Input material:

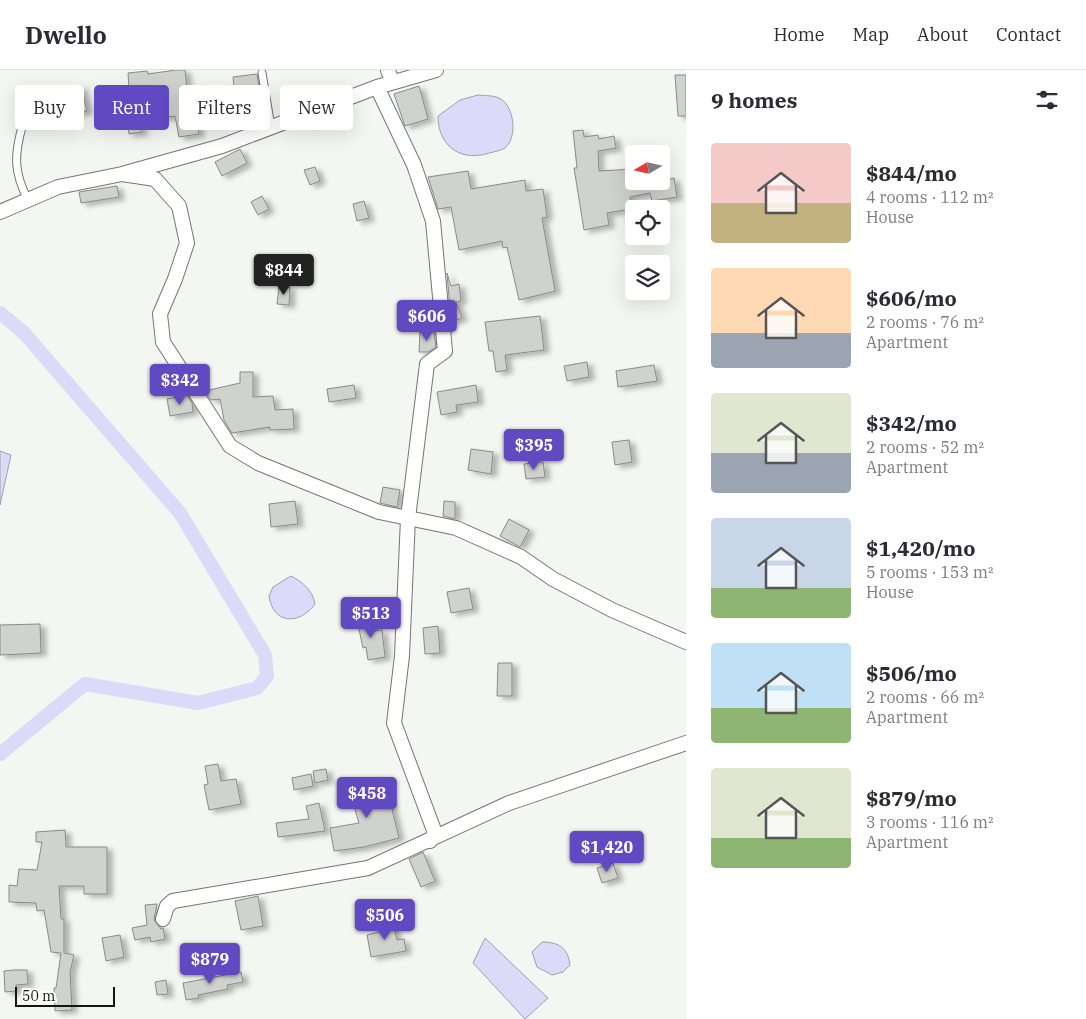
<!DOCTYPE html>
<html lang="en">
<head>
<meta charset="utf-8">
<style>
	:root { --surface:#fff; --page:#f2f2f3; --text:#2b2b33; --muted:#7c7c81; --line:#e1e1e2; --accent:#6149c2 }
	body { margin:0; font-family:"IBM Plex Serif",serif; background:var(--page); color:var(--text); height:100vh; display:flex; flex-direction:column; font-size:19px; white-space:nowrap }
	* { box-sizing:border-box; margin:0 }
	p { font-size:16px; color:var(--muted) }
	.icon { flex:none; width:28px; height:28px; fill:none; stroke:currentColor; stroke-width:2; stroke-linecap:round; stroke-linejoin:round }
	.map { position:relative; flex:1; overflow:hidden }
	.sheet { display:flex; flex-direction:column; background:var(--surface); width:400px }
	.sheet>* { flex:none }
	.hud { position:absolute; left:15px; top:15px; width:475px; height:45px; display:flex; gap:10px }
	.needle { width:32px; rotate:261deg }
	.controls { position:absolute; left:625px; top:75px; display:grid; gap:10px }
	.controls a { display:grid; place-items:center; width:45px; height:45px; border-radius:5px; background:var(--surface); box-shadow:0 5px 20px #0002; font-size:25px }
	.scale { position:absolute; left:15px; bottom:12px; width:100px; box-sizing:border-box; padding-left:5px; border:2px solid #141513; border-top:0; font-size:14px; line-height:18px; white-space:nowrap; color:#141513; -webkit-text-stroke:4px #fff; paint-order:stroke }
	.price { position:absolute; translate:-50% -42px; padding:0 11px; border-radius:5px; background:var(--accent); color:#fff; font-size:16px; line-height:32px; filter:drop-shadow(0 1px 2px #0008) }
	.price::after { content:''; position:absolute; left:50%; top:30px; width:15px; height:11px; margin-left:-8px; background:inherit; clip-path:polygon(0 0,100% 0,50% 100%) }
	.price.active { background:#222; color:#fff }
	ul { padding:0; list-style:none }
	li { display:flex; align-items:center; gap:15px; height:125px; padding:0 25px }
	li span { display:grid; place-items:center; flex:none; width:140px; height:100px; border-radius:5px; color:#555 }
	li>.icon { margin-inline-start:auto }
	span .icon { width:60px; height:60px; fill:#fffc; stroke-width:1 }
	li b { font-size:21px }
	h2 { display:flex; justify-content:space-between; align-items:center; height:60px; padding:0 25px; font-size:21px }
	.tag { padding:0 18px; border-radius:5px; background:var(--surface); box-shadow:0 5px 20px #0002; font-size:18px; line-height:45px }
	.tag.active { background:var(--accent); color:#fff }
	header { display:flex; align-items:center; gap:30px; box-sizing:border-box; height:70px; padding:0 25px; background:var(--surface); border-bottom:1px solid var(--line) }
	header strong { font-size:24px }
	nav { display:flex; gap:28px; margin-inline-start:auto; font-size:18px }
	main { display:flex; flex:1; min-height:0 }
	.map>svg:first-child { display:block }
</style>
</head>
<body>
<header>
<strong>Dwello</strong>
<nav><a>Home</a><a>Map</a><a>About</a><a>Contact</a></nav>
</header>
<main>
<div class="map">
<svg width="686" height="949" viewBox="0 0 686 949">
	<defs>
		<filter id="shadow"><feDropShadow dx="5.5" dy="3" stdDeviation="2.5" flood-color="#0004"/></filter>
	</defs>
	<rect width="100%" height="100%" fill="#f4f6f1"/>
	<path fill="#dbdaf8" stroke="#9f9fb3" d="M478 25C486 26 494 25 501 29 514 37 518 67 505 78 500 81 492 82 486 84 459 91 438 75 438 46L460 30Z
		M0 381 11 385 0 435Z
		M291 506C303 512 313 521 315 534 300 555 273 555 269 526L273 517Z
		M485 868 548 928 525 949 473 893Z
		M542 872C559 872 568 878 570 895L563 902 552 905 537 897 532 882Z"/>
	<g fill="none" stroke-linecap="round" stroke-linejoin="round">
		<path stroke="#dbdaf8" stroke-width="14" d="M0 243 24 263 180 443 265 585 267 606 257 618 198 633 85 614 0 684"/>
	</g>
	<path fill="#d0d2cd" stroke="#898b87" filter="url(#shadow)" d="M176 0H185L188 27 194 26 199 64 179 67 175 46 140 51 142 62 129 64 125 36 130 35 128 3 147 1 148 4Z
		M257 4 260 25 235 28 233 7Z
		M675 5H686V46H678Z
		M81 16 87 41 70 45 64 20Z
		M419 16 428 49 405 56 394 24Z
		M42 19 48 50 18 54 16 37 22 35 19 24Z
		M583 60 584 67 598 65 599 69 614 66 616 78 598 81 599 101 634 99V111H662L674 108 677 127 652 131 650 123 630 127 631 139 607 143 609 155 584 160 574 98H577L573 61Z
		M240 79 247 93 222 106 215 92Z
		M315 97 320 111 310 115 304 100Z
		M468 101 471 119 525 110 526 121 543 119 547 147 542 148 555 221 519 230 507 177 503 178 502 171 459 180 451 137 438 139 428 107Z
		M117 116 119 127 81 133 79 122Z
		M262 126 269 139 258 145 251 132Z
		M364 131 369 148 357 151 353 134Z
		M447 203 451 216 459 214 461 231 456 232 462 248 451 252Z
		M279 216 290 217 289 235 277 234Z
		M540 246 544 280 505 285 507 300 496 302 493 281H489L485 252Z
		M420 261 434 262 436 277 428 282H419Z
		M587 292 589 307 567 311 564 296Z
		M654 295 657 311 618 317 616 301Z
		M240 302H253V327L273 326 275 340 293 339 294 359 270 360V357L232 363 224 350 220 329 211 330 205 321 240 313Z
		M354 315 356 328 329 332 327 319Z
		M476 315 478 332 456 335 457 342 441 345 437 322Z
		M187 325 192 333 193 342 170 346 167 329Z
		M629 370 632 392 615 395 612 372Z
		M471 379 493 382 491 404 468 400Z
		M543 392 545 407 526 409 524 394Z
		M383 417 400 420 397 437 380 433Z
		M295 431 298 454 271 457 269 434Z
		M444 431 455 432V449L443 446Z
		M509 449 529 460 520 477 500 466Z
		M469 518 473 539 451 543 447 522Z
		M372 547 375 561 382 560 385 587 368 590 366 577 363 578 357 550Z
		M40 554 41 583 0 585V555Z
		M438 556 440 583 425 584 423 558Z
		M498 593H512V626H497Z
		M218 694 221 711 236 709 241 734 209 740 204 715 208 714 205 696Z
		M326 699 328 710 315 713 313 701Z
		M311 704 313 716 294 720 292 708Z
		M378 708 385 732 390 731 399 768 364 777 334 781 330 758 359 753 348 716Z
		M319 733 325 761 278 767 276 753 309 749 306 736Z
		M65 760 66 777H107V824H84V816H59L61 849H64V883L74 885 70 902 72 940 55 941 54 918H56L61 883 51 882 44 840 37 841 36 833 9 832V815L17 816 19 799 37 800 42 772H36V762Z
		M423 782 435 811 421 817 409 789Z
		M613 793 618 808 602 813 597 798Z
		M258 826 263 856 241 860 235 831Z
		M157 834 154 850 161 859 163 858 165 869 151 872 150 867 135 870 132 858 147 855 145 835Z
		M392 850 397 870 404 869 406 881 371 887 367 865 383 861 381 852Z
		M120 865 124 887 106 891 102 868Z
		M14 900H27L28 914 16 915V921L5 922 4 901Z
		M241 902 243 912 227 915 228 919 198 925 199 928 186 930 183 913Z
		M166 910 168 924 157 925 155 912Z"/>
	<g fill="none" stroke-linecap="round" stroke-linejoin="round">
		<g stroke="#747671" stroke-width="9">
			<path id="lane" d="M262 3 271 57
				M22 57C14 86 14 103 28 130"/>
		</g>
		<g stroke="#747671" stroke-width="16">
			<path id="street" d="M388 0 392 12
				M377 17 414 95 433 151 445 281 427 294 408 448 402 586 394 653 435 763 430 771
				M122 104 155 109 179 136 187 173 175 209 160 244 163 272 230 376 258 393 379 442 456 458 521 487 553 509 612 540 686 572
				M0 142 58 117 122 104 222 76 377 17 436 0
				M163 849 167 836 173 831 368 798 509 733 686 673"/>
		</g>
		<use href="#lane" stroke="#fff" stroke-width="7"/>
		<use href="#street" stroke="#fff" stroke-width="14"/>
	</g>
</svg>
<div class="controls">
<a><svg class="needle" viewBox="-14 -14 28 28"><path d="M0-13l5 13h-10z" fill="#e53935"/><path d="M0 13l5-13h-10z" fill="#7c7c81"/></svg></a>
<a><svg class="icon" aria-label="locate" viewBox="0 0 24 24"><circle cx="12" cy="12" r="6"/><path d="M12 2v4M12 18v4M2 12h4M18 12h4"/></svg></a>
<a><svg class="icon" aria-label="layers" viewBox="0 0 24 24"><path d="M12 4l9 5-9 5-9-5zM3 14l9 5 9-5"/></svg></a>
</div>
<div class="scale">50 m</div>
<b class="price active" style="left:284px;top:226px">$844</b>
<b class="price" style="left:427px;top:272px">$606</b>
<b class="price" style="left:180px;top:336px">$342</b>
<b class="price" style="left:534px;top:401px">$395</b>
<b class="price" style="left:371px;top:569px">$513</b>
<b class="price" style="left:367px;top:749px">$458</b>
<b class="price" style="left:607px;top:803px">$1,420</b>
<b class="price" style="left:385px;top:871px">$506</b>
<b class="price" style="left:210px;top:915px">$879</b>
<div class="hud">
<a class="tag">Buy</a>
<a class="tag active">Rent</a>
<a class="tag">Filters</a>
<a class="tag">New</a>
</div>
</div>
<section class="sheet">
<h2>9 homes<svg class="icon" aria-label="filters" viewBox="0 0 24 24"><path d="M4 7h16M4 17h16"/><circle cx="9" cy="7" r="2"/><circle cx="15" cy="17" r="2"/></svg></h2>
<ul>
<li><span style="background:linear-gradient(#f6c9c9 60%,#c2b280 0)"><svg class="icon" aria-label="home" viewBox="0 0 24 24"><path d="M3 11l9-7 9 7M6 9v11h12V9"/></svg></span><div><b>$844/mo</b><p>4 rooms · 112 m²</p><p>House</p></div></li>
<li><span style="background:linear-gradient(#ffd9b3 65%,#9aa5b1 0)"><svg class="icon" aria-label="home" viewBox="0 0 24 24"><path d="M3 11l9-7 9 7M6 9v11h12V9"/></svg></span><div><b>$606/mo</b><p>2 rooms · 76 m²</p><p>Apartment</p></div></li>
<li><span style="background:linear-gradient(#dfe7d0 60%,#9aa5b1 0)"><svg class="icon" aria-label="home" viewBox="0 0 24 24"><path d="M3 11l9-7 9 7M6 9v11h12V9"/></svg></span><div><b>$342/mo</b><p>2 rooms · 52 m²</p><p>Apartment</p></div></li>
<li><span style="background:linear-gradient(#c9d6e8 70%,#8fb573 0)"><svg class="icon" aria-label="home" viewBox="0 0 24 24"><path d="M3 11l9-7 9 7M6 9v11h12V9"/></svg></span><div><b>$1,420/mo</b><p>5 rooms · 153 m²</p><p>House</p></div></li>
<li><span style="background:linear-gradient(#bfe0f5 65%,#8fb573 0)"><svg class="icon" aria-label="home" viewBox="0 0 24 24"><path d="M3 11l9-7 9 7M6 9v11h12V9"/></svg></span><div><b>$506/mo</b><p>2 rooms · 66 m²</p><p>Apartment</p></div></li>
<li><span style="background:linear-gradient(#dfe7d0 70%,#8fb573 0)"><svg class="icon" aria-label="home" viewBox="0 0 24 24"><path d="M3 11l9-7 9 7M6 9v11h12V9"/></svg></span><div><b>$879/mo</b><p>3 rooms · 116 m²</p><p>Apartment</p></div></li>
</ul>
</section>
</main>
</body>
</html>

Task prompt: Will you return exactly the lines above from the one with "M14 900H27L28 914 16 915V921L5 922 4 901Z" down to the one with "M0 142 58 117 122 104 222 76 377 17 436 0", counting both as part of the range?

Result below:
		M14 900H27L28 914 16 915V921L5 922 4 901Z
		M241 902 243 912 227 915 228 919 198 925 199 928 186 930 183 913Z
		M166 910 168 924 157 925 155 912Z"/>
	<g fill="none" stroke-linecap="round" stroke-linejoin="round">
		<g stroke="#747671" stroke-width="9">
			<path id="lane" d="M262 3 271 57
				M22 57C14 86 14 103 28 130"/>
		</g>
		<g stroke="#747671" stroke-width="16">
			<path id="street" d="M388 0 392 12
				M377 17 414 95 433 151 445 281 427 294 408 448 402 586 394 653 435 763 430 771
				M122 104 155 109 179 136 187 173 175 209 160 244 163 272 230 376 258 393 379 442 456 458 521 487 553 509 612 540 686 572
				M0 142 58 117 122 104 222 76 377 17 436 0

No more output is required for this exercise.